:: How to complete this task ::
What you return must be the exact lines of the material below, from the first through the one that has "Annotation task. Summarize", with no pictures and, please, nothing else.

:: Extracted entries ::
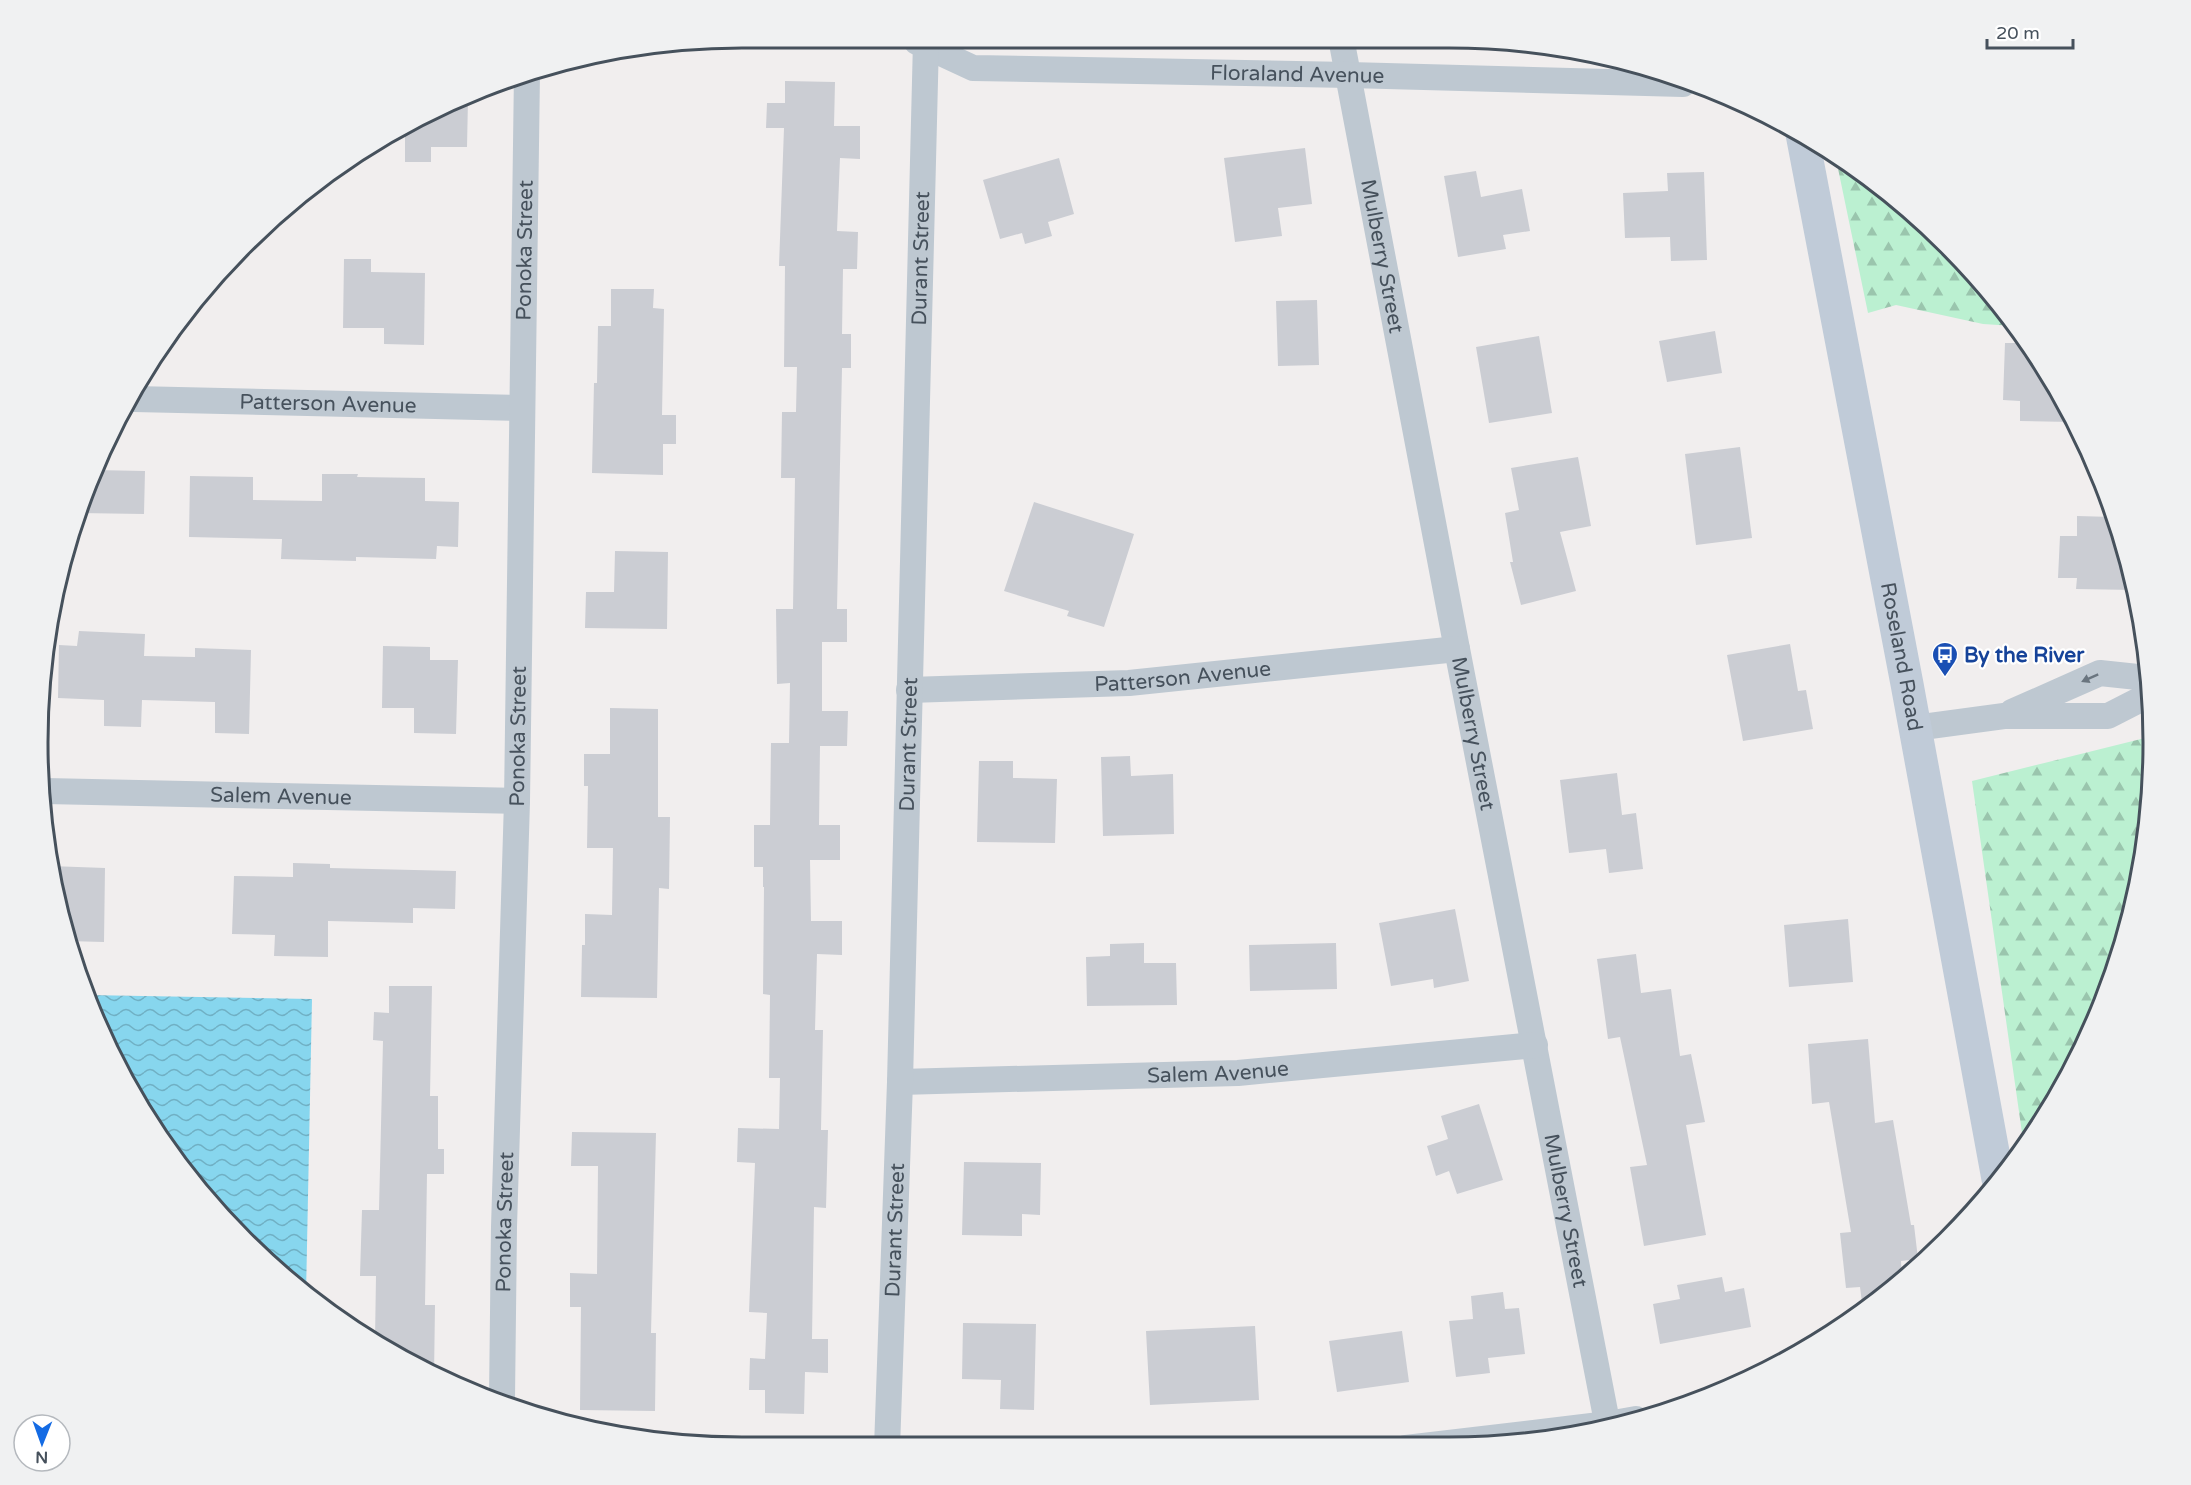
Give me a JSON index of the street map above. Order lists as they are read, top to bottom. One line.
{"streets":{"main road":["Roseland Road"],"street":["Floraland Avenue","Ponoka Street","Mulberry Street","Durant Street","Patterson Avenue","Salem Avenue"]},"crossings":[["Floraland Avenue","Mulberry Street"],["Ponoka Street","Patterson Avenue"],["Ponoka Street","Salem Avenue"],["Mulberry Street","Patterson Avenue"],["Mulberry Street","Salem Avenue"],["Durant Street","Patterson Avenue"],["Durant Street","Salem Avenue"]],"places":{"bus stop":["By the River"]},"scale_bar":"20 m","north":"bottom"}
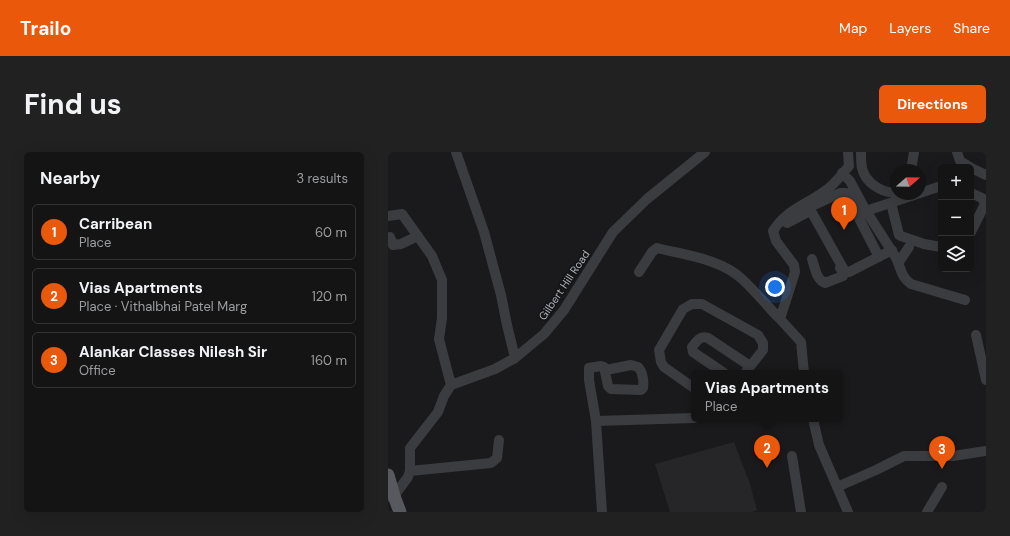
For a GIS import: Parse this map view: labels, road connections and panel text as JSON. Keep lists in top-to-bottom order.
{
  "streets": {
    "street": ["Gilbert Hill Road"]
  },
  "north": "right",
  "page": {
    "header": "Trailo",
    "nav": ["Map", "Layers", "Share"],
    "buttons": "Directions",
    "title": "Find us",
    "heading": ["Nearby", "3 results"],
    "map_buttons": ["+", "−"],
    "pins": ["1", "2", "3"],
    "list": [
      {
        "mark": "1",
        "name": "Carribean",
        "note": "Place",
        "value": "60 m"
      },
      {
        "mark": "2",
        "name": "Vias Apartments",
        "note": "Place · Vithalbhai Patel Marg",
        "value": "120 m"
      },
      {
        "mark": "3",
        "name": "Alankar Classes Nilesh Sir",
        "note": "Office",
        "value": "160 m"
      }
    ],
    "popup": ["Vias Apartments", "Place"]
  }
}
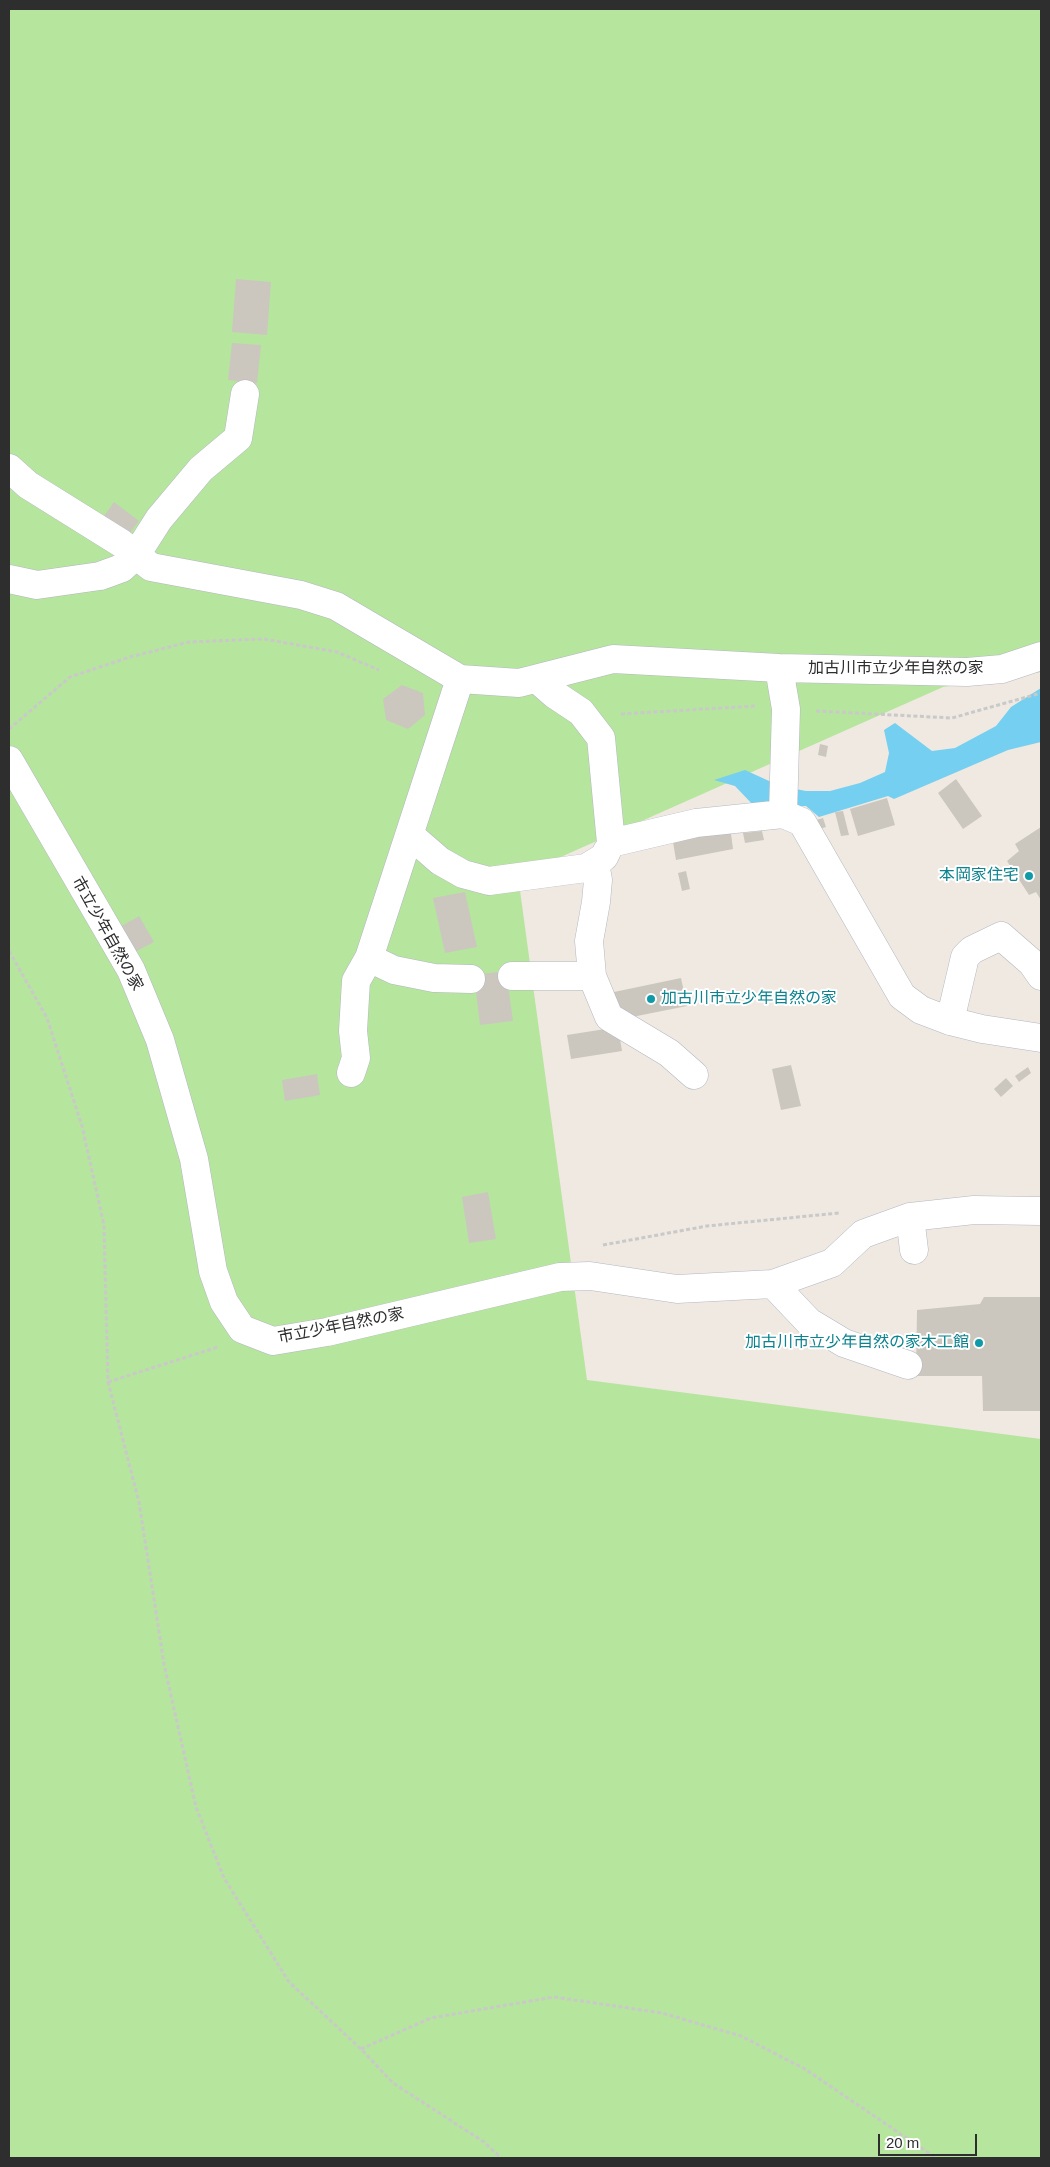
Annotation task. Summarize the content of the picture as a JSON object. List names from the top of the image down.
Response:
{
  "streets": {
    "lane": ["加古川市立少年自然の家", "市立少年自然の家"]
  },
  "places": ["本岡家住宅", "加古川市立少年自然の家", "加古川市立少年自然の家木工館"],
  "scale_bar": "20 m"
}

:: The answer ::
Give me a JSON index of the street map above. Order lists as they are read, top to bottom. One line.
{"streets":{"main road":["Roseland Road"],"street":["Floraland Avenue","Ponoka Street","Mulberry Street","Durant Street","Patterson Avenue","Salem Avenue"]},"crossings":[["Floraland Avenue","Mulberry Street"],["Ponoka Street","Patterson Avenue"],["Ponoka Street","Salem Avenue"],["Mulberry Street","Patterson Avenue"],["Mulberry Street","Salem Avenue"],["Durant Street","Patterson Avenue"],["Durant Street","Salem Avenue"]],"places":{"bus stop":["By the River"]},"scale_bar":"20 m","north":"bottom"}
For a GIS import: Parse this map view: labels, road connections and panel text as JSON. Keep lists in top-to-bottom order.
{
  "streets": {
    "street": ["Gilbert Hill Road"]
  },
  "north": "right",
  "page": {
    "header": "Trailo",
    "nav": ["Map", "Layers", "Share"],
    "buttons": "Directions",
    "title": "Find us",
    "heading": ["Nearby", "3 results"],
    "map_buttons": ["+", "−"],
    "pins": ["1", "2", "3"],
    "list": [
      {
        "mark": "1",
        "name": "Carribean",
        "note": "Place",
        "value": "60 m"
      },
      {
        "mark": "2",
        "name": "Vias Apartments",
        "note": "Place · Vithalbhai Patel Marg",
        "value": "120 m"
      },
      {
        "mark": "3",
        "name": "Alankar Classes Nilesh Sir",
        "note": "Office",
        "value": "160 m"
      }
    ],
    "popup": ["Vias Apartments", "Place"]
  }
}
Annotation task. Summarize the content of the picture as a JSON object. List names from the top of the image down.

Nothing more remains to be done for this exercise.